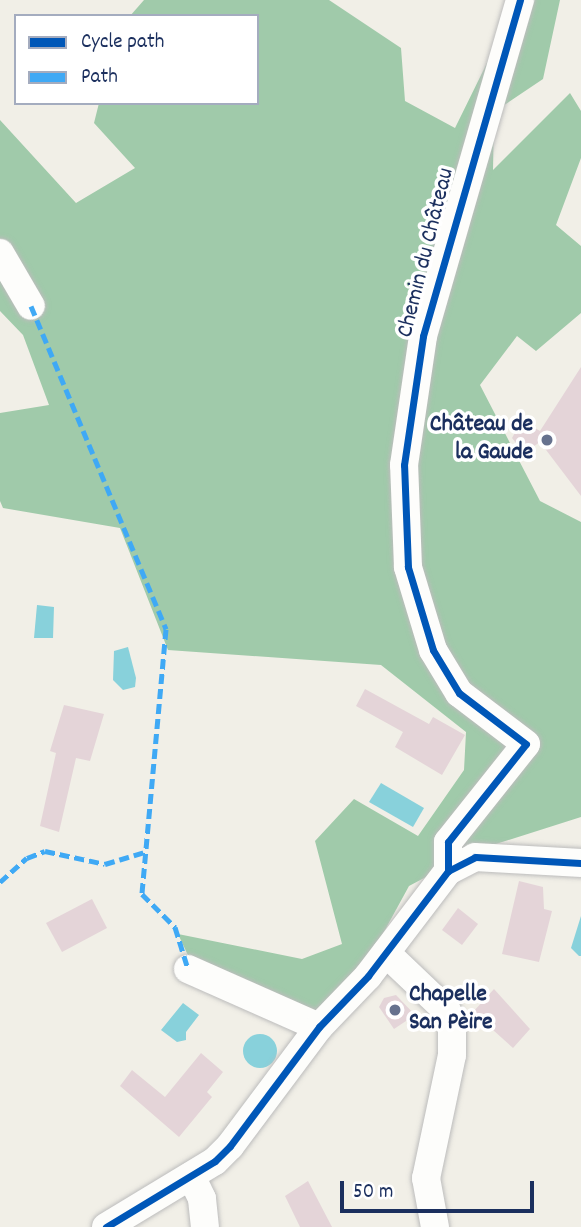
<!DOCTYPE html>
<html>
<head>
<meta charset="utf-8">
<style>
  body { margin:0 }
  #map { position:relative; width:581px; height:1227px; overflow:hidden; background:#f1efe7; font-family:Dekko,sans-serif }
  div>[style] { position:absolute }
  [style*='--x'] { left:calc(var(--x)*1px); top:calc(var(--y)*1px); width:calc(var(--w)*1px); rotate:calc(var(--a)*1deg) }
  .forest>* { inset:0; background:#a0caaa }
  .water>* { inset:0; background:#88d1db }
  .round { border-radius:50% }
  .building>* { inset:0; background:#e4d4d8 }
  .roads { filter:drop-shadow(0 0 2px #bcbcbc) drop-shadow(0 0 2px #bcbcbc) }
  .street>* { height:28px; margin:-14px; padding:0 14px; transform-origin:14px; border-radius:14px; background:#fdfdfb }
  .quiet>* { height:5px; margin-top:-2.5px; transform-origin:0; background:repeating-linear-gradient(90deg,#3fa9f5 0 10px,transparent 0 15px) }
  .cycleway>* { height:7px; margin:-3.5px; padding:0 3.5px; transform-origin:3.5px; border-radius:3.5px; background:#0057b8 }
  .dots>* { width:19px; height:19px; translate:-50% -50%; box-sizing:border-box; border:4px solid #fff; border-radius:50% }
  span { translate:-50% -50%; white-space:nowrap; text-align:center; line-height:1.15; -webkit-text-stroke:7px #fff; paint-order:stroke }
  .street-label { font-size:24px; color:#1b2f5e }
  .poi-label { font-size:24px; color:#1b2f5e; font-weight:700 }
  .right { translate:-100% -50%; text-align:right }
  .left { translate:0 -50%; text-align:left }
  .legend { position:absolute; left:14px; top:14px; width:245px; height:91px; box-sizing:border-box; background:#fff; border:2px solid #a4acbf; margin:0; padding:9px 12px; list-style:none; font-size:21px; color:#1b2f5e }
  .legend li { display:flex; align-items:center; gap:14px; height:35px }
  .legend b { width:35px; border:2px solid #a4acbf }
  .scale { position:absolute; left:340px; top:1181px; width:194px; height:32px; box-sizing:border-box; border:4px solid #1b2f5e; border-top:0; padding-left:9px; font-size:21px; line-height:24px; white-space:nowrap; color:#1b2f5e; -webkit-text-stroke:5px #fff; paint-order:stroke }
</style>
</head>
<body>
<div id="map">
  <div class="forest">
    <div style="clip-path:polygon(144px 0,329px 0,401px 48px,405px 101px,455px 128px,518px 0,560px 0,543px 79px,494px 112px,493px 170px,570px 93px,581px 111px,581px 158px,556px 225px,581px 246px,581px 313px,536px 351px,517px 336px,480px 385px,540px 501px,581px 522px,581px 817px,477px 850px,409px 886px,367px 963px,312px 1020px,193px 966px,178px 934px,302px 959px,342px 944px,315px 841px,354px 799px,418px 836px,464px 770px,466px 732px,381px 665px,168px 650px,120px 528px,3px 508px,0 501px,0 413px,49px 405px,23px 335px,0 311px,0 120px,76px 203px,135px 168px,94px 123px,99px 103px,257px 103px,257px 16px,130px 16px)"></div>
  </div>
  <div class="water">
    <div style="clip-path:polygon(37px 605px,54px 607px,53px 638px,34px 638px)"></div>
    <div style="clip-path:polygon(128px 647px,136px 678px,135px 687px,123px 690px,113px 680px,114px 651px)"></div>
    <div style="clip-path:polygon(381px 783px,424px 808px,413px 827px,369px 802px)"></div>
    <div style="clip-path:polygon(581px 916px,581px 956px,579px 956px,571px 948px)"></div>
    <div style="clip-path:polygon(183px 1003px,199px 1015px,186px 1032px,186px 1040px,177px 1042px,161px 1030px)"></div>
    <div class="round" style="left:243px;top:1034px;width:34px;height:34px"></div>
  </div>
  <div class="building">
    <div style="clip-path:polygon(581px 367px,581px 496px,540px 442px,524px 453px,512px 438px,522px 420px,540px 431px)"></div>
    <div style="clip-path:polygon(365px 689px,429px 724px,433px 717px,465px 735px,442px 775px,395px 747px,403px 732px,356px 706px)"></div>
    <div style="clip-path:polygon(64px 705px,104px 714px,90px 761px,76px 758px,59px 832px,40px 826px,56px 753px,50px 751px)"></div>
    <div style="clip-path:polygon(519px 881px,543px 887px,544px 909px,552px 911px,539px 962px,502px 954px)"></div>
    <div style="clip-path:polygon(92px 899px,107px 928px,62px 952px,46px 923px)"></div>
    <div style="clip-path:polygon(458px 908px,478px 924px,462px 945px,442px 930px)"></div>
    <div style="clip-path:polygon(494px 989px,530px 1029px,513px 1048px,473px 1012px)"></div>
    <div style="clip-path:polygon(396px 995px,415px 1015px,394px 1029px,379px 1007px,384px 998px)"></div>
    <div style="clip-path:polygon(201px 1053px,223px 1072px,207px 1092px,212px 1097px,179px 1137px,120px 1086px,132px 1070px,165px 1097px)"></div>
    <div style="clip-path:polygon(308px 1181px,332px 1227px,300px 1227px,285px 1196px)"></div>
  </div>
  <div class="roads">
    <div class="street">
      <div style="--x:0;--y:253;--w:61;--a:59.7"></div>
      <div style="--x:448;--y:871;--w:29;--a:-90"></div>
      <div style="--x:448;--y:842;--w:125;--a:-51.5"></div>
      <div style="--x:526;--y:744;--w:84;--a:-142.7"></div>
      <div style="--x:459;--y:693;--w:50;--a:-121.2"></div>
      <div style="--x:433;--y:650;--w:87;--a:-106.8"></div>
      <div style="--x:408;--y:567;--w:102;--a:-92.2"></div>
      <div style="--x:404;--y:465;--w:130;--a:-81.6"></div>
      <div style="--x:423;--y:336;--w:350;--a:-73.9"></div>
      <div style="--x:386;--y:953;--w:84;--a:43.6"></div>
      <div style="--x:447;--y:1011;--w:13;--a:67"></div>
      <div style="--x:452;--y:1023;--w:32;--a:90"></div>
      <div style="--x:452;--y:1055;--w:126;--a:101.9"></div>
      <div style="--x:426;--y:1178;--w:50;--a:79.6"></div>
      <div style="--x:188;--y:969;--w:143;--a:23.9"></div>
      <div style="--x:191;--y:1176;--w:25;--a:64"></div>
      <div style="--x:202;--y:1199;--w:28;--a:84"></div>
      <div style="--x:106;--y:1227;--w:127;--a:-31.2"></div>
      <div style="--x:215;--y:1161;--w:21;--a:-45"></div>
      <div style="--x:230;--y:1146;--w:149;--a:-53.2"></div>
      <div style="--x:319;--y:1027;--w:71;--a:-46.1"></div>
      <div style="--x:368;--y:976;--w:132;--a:-52.7"></div>
      <div style="--x:448;--y:871;--w:30;--a:-27"></div>
      <div style="--x:475;--y:857;--w:106;--a:3.2"></div>
    </div>
  </div>
  <div class="quiet">
    <div style="--x:31;--y:306;--w:350;--a:67.3"></div>
    <div style="--x:166;--y:629;--w:266;--a:95.2"></div>
    <div style="--x:142;--y:894;--w:47;--a:45"></div>
    <div style="--x:175;--y:927;--w:44;--a:72.8"></div>
    <div style="--x:0;--y:882;--w:36;--a:-42"></div>
    <div style="--x:27;--y:858;--w:19;--a:-21"></div>
    <div style="--x:45;--y:851;--w:61;--a:12.2"></div>
    <div style="--x:105;--y:864;--w:42;--a:-16.7"></div>
  </div>
  <div class="cycleway">
    <div style="--x:448;--y:871;--w:29;--a:-90"></div>
    <div style="--x:448;--y:842;--w:125;--a:-51.5"></div>
    <div style="--x:526;--y:744;--w:84;--a:-142.7"></div>
    <div style="--x:459;--y:693;--w:50;--a:-121.2"></div>
    <div style="--x:433;--y:650;--w:87;--a:-106.8"></div>
    <div style="--x:408;--y:567;--w:102;--a:-92.2"></div>
    <div style="--x:404;--y:465;--w:130;--a:-81.6"></div>
    <div style="--x:423;--y:336;--w:350;--a:-73.9"></div>
    <div style="--x:106;--y:1227;--w:127;--a:-31.2"></div>
    <div style="--x:215;--y:1161;--w:21;--a:-45"></div>
    <div style="--x:230;--y:1146;--w:149;--a:-53.2"></div>
    <div style="--x:319;--y:1027;--w:71;--a:-46.1"></div>
    <div style="--x:368;--y:976;--w:132;--a:-52.7"></div>
    <div style="--x:448;--y:871;--w:30;--a:-27"></div>
    <div style="--x:475;--y:857;--w:106;--a:3.2"></div>
  </div>
  <div class="dots">
    <div style="left:547px;top:440px;background:#66728e"></div>
    <div style="left:395px;top:1010px;background:#66728e"></div>
  </div>
  <div class="street-label">
    <span style="left:427px;top:253px;rotate:-76deg">Chemin du Château</span>
  </div>
  <div class="poi-label">
    <span class="right" style="left:533px;top:440px">Château de<br>la Gaude</span>
    <span class="left" style="left:409px;top:1010px">Chapelle<br>San Pèire</span>
  </div>
  <ul class="legend">
  <li><b style="height:9px;background:#0057b8"></b>Cycle path</li>
  <li><b style="height:9px;background:#3fa9f5"></b>Path</li>
  </ul>
  <div class="scale">50 m</div>
</div>
</body>
</html>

What the exercise asks.
Lines of the material in which the word "rotate" occurs are to be copied out.

Solution to the exercise.
  [style*='--x'] { left:calc(var(--x)*1px); top:calc(var(--y)*1px); width:calc(var(--w)*1px); rotate:calc(var(--a)*1deg) }
    <span style="left:427px;top:253px;rotate:-76deg">Chemin du Château</span>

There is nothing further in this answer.